WORK INSTRUCTION >> Search the entries for the word "readable" and report each line that has it.

(RECORD SET begins)

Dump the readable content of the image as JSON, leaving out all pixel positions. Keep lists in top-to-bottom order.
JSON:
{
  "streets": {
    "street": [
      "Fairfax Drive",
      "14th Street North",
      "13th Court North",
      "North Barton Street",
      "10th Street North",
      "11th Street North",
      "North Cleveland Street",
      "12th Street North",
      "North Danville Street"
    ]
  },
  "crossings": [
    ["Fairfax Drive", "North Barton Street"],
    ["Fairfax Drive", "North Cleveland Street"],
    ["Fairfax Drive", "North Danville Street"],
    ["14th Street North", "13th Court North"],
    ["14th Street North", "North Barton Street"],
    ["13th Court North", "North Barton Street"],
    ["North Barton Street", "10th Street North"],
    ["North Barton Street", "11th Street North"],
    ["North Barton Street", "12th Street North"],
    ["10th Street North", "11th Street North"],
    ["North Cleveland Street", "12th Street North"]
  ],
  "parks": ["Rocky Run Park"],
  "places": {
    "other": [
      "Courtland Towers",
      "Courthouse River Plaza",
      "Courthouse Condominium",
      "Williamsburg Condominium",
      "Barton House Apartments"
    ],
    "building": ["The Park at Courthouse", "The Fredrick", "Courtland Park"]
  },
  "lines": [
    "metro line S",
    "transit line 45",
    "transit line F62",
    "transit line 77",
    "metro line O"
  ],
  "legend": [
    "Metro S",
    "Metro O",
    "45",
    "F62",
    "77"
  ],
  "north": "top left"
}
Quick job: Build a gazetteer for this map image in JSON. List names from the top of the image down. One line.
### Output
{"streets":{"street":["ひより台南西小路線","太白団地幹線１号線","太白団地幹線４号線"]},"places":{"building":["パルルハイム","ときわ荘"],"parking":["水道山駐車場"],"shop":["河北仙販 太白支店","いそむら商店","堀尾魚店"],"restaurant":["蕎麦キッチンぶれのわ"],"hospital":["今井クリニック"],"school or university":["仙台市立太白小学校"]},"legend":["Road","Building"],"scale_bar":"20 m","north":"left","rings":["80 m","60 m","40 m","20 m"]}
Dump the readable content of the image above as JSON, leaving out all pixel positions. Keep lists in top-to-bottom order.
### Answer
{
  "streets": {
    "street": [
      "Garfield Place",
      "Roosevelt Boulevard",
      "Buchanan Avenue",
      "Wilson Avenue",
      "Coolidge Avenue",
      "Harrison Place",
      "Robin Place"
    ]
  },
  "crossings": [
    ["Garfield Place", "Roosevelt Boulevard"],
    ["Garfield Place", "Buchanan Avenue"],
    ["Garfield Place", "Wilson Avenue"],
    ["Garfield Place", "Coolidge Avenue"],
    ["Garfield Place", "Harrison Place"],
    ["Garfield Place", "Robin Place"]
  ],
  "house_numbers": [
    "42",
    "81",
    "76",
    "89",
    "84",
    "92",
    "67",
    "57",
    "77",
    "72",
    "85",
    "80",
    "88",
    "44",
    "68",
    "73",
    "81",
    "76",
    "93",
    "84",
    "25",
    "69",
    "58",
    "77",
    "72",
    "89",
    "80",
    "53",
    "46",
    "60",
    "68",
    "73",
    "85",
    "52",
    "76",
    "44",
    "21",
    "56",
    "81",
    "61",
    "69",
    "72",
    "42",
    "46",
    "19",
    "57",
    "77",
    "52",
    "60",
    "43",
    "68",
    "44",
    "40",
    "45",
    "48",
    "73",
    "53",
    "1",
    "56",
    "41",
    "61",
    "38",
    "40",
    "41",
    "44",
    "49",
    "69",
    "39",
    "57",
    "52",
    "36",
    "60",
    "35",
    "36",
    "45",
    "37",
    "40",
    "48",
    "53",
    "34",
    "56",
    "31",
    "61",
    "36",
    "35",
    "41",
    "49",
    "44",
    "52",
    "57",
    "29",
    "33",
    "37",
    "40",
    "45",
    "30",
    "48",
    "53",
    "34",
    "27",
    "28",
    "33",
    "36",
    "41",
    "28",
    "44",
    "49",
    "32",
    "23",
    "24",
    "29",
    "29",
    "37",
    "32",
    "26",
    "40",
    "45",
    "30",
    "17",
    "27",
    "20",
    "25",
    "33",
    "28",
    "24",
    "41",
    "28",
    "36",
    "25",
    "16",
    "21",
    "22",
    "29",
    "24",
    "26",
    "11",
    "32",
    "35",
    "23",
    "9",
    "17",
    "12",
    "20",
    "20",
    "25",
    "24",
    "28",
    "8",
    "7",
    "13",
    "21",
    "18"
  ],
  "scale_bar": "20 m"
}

(RECORD SET ends)

WRITTEN ANSWER >>
Dump the readable content of the image as JSON, leaving out all pixel positions. Keep lists in top-to-bottom order.
Dump the readable content of the image above as JSON, leaving out all pixel positions. Keep lists in top-to-bottom order.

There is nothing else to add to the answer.